Raoul Delcorde, ambassadeur du Royaume de Belgique au Canada, a rencontré la presse afin de dévoiler les détails de la visite royale. Le roi et la reine de Belgique seront au Canada la semaine prochaine.

Une première visite depuis 1977

Alors que près de 41 ans se sont écoulés depuis la dernière visite royale belge au Canada, voilà que le Roi Philippe et la Reine Mathilde seront de passage au pays la semaine prochaine en compagnie d’une délégation de 200 personnes.

La visite d’État, organisée à l’invitation de la gouverneure générale du Canada, Julie Payette, survient non sans hasard un siècle après la fin de la Première Guerre mondiale, lors de laquelle un lien intime s’est créé entre les deux pays. Les soldats canadiens ont à l’époque payé un lourd tribut à la libération de la Belgique, environ 15 000 d’entre eux ayant perdu la vie au champ d’honneur dans ce pays de l’ouest de l’Europe.

La commémoration des guerres, les relations économiques et les échanges culturels entre les deux pays seront les principaux thèmes derrière les activités à l’agenda au cours de leur séjour de cinq jours. Une visite qui, selon les dires de l’ambassadeur de Belgique au Canada, Raoul Delcorde, aura des liens avec « à la fois le passé, aujourd’hui et le futur ».

Questionné par Le Droit, ce dernier n’a pas hésité à dire que d’innombrables points en commun unissent les deux pays.

« Il y a d’abord la langue française, mais au-delà de ça le souci de respecter les langues, de les traiter de manière égale. Je dirais aussi que nous avons en commun la défense de certaines valeurs. Ce n’est pas un secret de dire qu’avec le premier ministre Trudeau, nous retrouvons le Canada que nous connaissions, c’est-à-dire un pays défenseur notamment du multilatéralisme. Un pays qui croit au libre-échange, qui veut soutenir les classes moyennes et aussi qui souhaite en arriver à une certaine égalité des genres, par exemple en réduisant le fossé entre femmes et hommes au plan salarial. On a un peu les mêmes préoccupations », de dire M. Delcorde.
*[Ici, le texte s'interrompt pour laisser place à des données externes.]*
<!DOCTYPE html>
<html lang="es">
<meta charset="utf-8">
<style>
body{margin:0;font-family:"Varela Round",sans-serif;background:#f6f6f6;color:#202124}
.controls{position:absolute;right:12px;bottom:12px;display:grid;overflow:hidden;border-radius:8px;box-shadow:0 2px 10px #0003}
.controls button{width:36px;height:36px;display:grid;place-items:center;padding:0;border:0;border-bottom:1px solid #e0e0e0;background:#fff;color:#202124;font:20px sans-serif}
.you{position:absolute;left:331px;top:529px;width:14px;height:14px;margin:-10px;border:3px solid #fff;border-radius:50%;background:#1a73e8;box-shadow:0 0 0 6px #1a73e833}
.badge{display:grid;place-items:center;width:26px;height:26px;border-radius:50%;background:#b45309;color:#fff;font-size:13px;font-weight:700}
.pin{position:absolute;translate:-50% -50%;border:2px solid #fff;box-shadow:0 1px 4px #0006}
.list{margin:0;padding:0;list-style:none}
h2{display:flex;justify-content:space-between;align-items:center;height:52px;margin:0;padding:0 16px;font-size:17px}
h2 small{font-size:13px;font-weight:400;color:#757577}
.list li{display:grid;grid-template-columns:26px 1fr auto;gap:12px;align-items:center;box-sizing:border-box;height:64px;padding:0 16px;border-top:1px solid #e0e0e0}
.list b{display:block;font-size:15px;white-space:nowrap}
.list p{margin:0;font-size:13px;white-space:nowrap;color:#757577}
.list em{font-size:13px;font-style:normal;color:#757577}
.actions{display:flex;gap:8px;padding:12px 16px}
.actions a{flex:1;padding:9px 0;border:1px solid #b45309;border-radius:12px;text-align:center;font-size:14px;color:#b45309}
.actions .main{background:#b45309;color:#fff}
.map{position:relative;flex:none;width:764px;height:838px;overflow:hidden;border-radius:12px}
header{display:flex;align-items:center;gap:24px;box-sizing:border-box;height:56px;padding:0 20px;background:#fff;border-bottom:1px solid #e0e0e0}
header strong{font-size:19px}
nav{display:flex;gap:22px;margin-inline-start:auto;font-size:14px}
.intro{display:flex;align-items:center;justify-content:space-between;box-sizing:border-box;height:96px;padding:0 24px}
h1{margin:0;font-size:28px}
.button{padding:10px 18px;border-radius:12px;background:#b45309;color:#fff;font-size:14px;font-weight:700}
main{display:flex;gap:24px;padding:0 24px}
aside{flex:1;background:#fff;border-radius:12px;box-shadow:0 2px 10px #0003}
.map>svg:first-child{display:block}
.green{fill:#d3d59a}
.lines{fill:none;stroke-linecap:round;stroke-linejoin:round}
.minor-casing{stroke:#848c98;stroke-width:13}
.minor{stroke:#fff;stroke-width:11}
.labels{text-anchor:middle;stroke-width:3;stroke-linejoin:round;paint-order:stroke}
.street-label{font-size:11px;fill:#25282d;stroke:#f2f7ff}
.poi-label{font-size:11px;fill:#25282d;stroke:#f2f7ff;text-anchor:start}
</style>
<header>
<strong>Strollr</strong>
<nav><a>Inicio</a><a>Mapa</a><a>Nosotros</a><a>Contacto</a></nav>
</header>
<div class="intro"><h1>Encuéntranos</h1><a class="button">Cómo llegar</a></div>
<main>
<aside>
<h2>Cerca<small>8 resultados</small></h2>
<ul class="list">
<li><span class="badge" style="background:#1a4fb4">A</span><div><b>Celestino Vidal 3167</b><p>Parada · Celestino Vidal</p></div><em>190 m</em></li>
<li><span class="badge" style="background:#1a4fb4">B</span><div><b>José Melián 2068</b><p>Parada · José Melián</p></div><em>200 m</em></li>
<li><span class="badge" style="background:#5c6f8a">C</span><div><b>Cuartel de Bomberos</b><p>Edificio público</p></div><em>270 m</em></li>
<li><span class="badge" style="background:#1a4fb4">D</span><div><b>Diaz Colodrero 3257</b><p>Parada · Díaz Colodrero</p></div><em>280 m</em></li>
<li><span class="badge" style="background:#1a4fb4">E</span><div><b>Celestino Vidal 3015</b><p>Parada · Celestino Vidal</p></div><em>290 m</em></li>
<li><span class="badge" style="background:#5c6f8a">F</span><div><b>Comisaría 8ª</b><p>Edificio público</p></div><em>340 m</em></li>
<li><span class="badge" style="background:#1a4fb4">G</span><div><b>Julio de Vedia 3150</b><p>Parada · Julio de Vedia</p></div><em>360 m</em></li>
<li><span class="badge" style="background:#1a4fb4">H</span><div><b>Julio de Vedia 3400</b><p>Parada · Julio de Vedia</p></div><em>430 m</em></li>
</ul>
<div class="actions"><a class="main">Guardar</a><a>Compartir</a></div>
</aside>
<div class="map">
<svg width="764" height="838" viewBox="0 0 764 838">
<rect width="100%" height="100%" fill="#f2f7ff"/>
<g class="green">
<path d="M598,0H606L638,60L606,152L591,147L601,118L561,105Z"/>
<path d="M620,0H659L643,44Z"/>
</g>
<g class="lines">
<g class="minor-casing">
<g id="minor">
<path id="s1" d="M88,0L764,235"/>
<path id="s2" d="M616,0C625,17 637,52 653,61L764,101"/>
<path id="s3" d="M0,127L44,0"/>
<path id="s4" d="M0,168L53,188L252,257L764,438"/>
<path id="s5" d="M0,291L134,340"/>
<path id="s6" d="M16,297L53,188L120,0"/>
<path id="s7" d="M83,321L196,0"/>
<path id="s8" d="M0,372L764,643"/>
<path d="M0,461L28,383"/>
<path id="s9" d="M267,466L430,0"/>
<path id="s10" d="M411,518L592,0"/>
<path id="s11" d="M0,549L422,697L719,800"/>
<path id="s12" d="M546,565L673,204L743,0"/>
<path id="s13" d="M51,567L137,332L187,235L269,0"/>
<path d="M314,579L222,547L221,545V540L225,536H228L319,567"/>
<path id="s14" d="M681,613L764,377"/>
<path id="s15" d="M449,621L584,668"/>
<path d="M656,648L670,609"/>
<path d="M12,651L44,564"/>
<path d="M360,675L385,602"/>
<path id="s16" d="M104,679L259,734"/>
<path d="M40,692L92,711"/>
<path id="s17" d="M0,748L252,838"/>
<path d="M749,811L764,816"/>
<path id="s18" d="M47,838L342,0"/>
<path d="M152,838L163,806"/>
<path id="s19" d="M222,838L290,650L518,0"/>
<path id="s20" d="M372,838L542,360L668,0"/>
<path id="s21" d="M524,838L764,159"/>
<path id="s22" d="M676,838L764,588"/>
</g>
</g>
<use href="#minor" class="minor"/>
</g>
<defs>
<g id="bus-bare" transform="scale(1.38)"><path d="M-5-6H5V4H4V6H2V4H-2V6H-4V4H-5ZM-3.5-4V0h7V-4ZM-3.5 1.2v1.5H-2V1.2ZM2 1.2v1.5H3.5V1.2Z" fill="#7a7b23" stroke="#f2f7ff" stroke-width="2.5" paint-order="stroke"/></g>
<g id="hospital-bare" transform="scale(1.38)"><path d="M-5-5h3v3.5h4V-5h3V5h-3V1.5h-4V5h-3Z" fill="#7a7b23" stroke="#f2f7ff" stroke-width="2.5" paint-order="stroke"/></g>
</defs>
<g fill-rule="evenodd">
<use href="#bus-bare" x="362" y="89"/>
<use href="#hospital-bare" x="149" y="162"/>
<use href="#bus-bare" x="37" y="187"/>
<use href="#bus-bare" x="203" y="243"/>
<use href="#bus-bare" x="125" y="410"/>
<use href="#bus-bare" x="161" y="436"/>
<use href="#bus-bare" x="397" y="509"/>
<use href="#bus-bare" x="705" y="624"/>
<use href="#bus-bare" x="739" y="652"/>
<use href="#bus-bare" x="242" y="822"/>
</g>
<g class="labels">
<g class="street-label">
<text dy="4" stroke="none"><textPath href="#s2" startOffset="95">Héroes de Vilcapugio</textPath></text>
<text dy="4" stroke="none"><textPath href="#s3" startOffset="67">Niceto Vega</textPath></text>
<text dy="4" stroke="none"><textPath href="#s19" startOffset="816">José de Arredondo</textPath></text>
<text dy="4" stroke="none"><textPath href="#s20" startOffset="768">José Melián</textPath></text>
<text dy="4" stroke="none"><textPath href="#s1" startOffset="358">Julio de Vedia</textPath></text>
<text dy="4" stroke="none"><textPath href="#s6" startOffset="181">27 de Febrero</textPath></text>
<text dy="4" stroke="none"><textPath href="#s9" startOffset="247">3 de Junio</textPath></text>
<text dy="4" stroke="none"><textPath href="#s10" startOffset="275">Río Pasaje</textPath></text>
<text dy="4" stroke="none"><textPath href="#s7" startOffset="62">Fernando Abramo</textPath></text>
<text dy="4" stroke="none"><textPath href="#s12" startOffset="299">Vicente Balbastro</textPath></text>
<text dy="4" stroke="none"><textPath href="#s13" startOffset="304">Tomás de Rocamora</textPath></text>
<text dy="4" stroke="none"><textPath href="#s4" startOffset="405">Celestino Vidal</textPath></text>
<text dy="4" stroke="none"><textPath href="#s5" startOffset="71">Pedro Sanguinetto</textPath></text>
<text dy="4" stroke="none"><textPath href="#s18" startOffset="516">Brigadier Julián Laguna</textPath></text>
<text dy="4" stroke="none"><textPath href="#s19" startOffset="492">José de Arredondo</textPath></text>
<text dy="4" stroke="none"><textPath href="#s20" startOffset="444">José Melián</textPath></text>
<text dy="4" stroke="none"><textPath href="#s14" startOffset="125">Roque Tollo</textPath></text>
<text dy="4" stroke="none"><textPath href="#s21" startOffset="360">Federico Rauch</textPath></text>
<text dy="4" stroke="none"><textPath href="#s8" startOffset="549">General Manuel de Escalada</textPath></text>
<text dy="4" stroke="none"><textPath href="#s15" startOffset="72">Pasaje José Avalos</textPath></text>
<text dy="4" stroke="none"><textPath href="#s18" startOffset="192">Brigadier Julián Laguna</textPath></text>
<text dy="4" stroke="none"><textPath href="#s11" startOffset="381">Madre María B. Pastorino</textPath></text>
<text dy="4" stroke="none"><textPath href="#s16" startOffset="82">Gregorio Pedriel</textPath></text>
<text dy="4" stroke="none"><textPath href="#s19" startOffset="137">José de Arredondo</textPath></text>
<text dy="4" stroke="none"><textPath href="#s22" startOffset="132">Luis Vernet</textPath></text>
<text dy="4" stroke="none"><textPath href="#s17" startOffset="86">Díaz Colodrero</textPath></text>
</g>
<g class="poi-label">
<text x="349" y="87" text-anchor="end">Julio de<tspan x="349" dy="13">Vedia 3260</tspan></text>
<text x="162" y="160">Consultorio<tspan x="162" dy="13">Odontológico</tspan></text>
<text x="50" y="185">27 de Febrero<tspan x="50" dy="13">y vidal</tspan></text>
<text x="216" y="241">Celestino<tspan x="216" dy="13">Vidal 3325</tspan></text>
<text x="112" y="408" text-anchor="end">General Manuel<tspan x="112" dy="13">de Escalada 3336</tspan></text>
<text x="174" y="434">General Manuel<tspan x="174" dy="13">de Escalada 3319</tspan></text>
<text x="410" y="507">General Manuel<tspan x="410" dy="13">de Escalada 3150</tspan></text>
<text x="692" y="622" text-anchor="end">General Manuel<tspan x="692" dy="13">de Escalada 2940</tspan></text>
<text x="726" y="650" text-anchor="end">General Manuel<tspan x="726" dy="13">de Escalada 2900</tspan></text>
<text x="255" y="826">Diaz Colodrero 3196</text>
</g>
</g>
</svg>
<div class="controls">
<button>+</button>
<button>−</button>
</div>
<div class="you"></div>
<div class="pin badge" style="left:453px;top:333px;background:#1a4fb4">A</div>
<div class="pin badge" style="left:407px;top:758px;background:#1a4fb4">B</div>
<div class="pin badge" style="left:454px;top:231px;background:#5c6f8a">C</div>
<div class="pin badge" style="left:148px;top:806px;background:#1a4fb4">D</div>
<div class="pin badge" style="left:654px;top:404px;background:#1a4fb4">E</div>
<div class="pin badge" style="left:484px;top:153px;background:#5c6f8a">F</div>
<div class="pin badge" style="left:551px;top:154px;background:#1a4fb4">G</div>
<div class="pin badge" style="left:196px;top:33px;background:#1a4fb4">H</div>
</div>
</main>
Alors que le concept de la monarchie constitutionnelle ne fait pas l’unanimité au Canada, particulièrement chez les Québécois, l’ambassadeur belge estime que de telles visites d’État, dont les coûts sont assumés par les contribuables du pays hôte, sont toujours pertinentes de nos jours. Beaucoup de travail se fait en coulisses, précise-t-il.

« La monarchie, c’est un élément symbolique. Il faut voir qui vient avec le Roi. Il sera accompagné, entre autres, de tous les recteurs d’universités, de chefs de grandes entreprises, etc. Il y a là une dynamique qui est propre à ce genre de visite. C’est plus difficile pour un ministre ou un premier ministre d’en faire autant. Notre souverain a la capacité d’entraîner dans son sillage un échantillon très représentatif de la Belgique. Je pense qu’il y a du mérite à ça. [...] On va signer quand même 46 accords commerciaux entre les deux pays, ça ne s’est pas fait en un claquement de doigts », d’ajouter M. Delcorde.

Le couple royal, qui fera son arrivée en sol canadien dimanche en fin d’après-midi à l’aéroport d’Ottawa, sera accueilli par la gouverneure générale lundi à Rideau Hall. Ils participeront entre autres à un dîner d’État en leur honneur et à des rencontres au Parlement, en plus de visiter une cabane à sucre pour la première fois de leur vie. Le lendemain, ils seront de passage à un séminaire à l’Université d’Ottawa avant de faire une escale au Musée des beaux-arts du Canada. Des visites aux musées canadiens de la Guerre, de la Nature et de l’Histoire sont aussi à leur agenda.

Le Roi Philippe et la Reine Mathilde se rendront ensuite à Toronto mercredi, avant de conclure leur voyage à Montréal jeudi et vendredi.

Diverses activités sont au programme, tels qu’une visite à l’hôpital pour enfants SickKids, une rencontre avec le premier ministre Philippe Couillard et une visite de l’usine de Mirabel de la société belge Sonaca, spécialisée en aéronautique et aérospatiale.